DocketNumber: No. 79-45
Judges: Jones, Karns
Filed Date: 12/4/1979
Status: Precedential
Modified Date: 11/9/2024
dissenting:
Our supreme court has recently held that a fingernail clipper could be a dangerous weapon within the purview of the armed robbery statute. (People v. Robinson (1978), 73 Ill. 2d 192, 383 N.E.2d 164.) In so doing they reaffirmed the following rule from People v. Dwyer (1927), 324 Ill. 363, 155 N.E. 316:
“ ‘Where the weapon in question and the manner of its use are of such character as to admit of but one conclusion, the question whether or not it is deadly is one of law for the court to determine, but when the character of the weapon is doubtful or the question depends upon the manner of its use it is a question for the jury to determine from a description of the weapon, from the manner of its use and the circumstances of the case.’ ” 73 Ill. 2d 192, 202, 383 N.E.2d 164, 169.

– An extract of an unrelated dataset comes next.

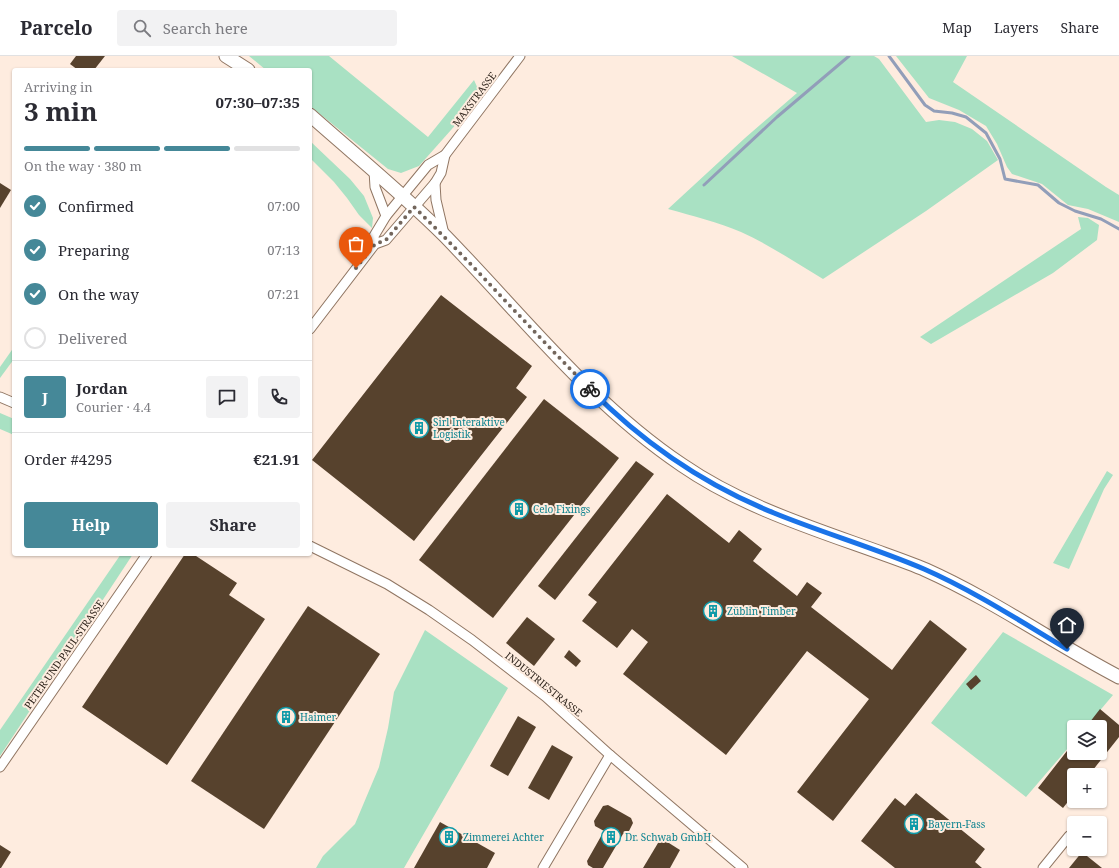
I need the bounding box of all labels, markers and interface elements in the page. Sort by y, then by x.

If an instrument as small and innocuous as a fingernail clipper can support a jury finding of “dangerous weapon” then the majority is surely in error in setting aside the finding of the jury in this case that a heavy plastic, realistic, toy gun is, as a matter of law, not a dangerous weapon. So surely are they in error that I respectfully dissent.
The defendant here stood close to the victim and could have easily used the heavy plastic pistol to strike or bludgeon her, or to jab her in an eye or elsewhere. It easily constituted a threat far more dangerous than the use of strong-arm force and comprised a danger at least equal to, if not greater than, a fingernail clipper.

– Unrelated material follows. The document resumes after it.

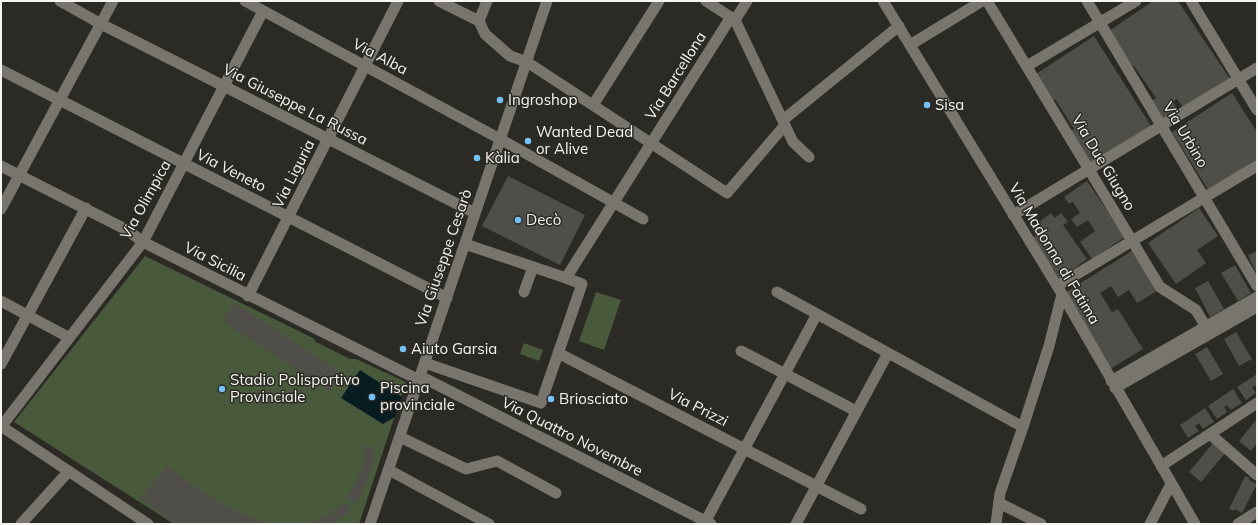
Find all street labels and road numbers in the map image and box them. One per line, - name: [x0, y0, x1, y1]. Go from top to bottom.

To paraphrase Robinson and Dwyer, the character of the weapon was doubtful, or, the question of dangerousness depended upon the manner of its use, and it was for the jury to determine from a description of the weapon, the manner of its use, and the circumstances of the case whether it was dangerous. This the jury has done, and the majority is unwarranted in setting aside its finding in that regard.
My disagreement with the majority is based upon the purely objective standard for determining whether a weapon is dangerous within the purview of the armed robbery statute, a standard which they advocate. However, the advent today of the majority opinion in this case marks what apparently is only the second instance in Illinois in which a toy or inoperable weapon has been held not to be a dangerous weapon within the purview of our armed robbery statute. The first instance was the Fifth District case of People v. Richards (1975), 28 Ill. App. 3d 505, 328 N.E.2d 692. Both cases are at odds with Robinson and Dwyer.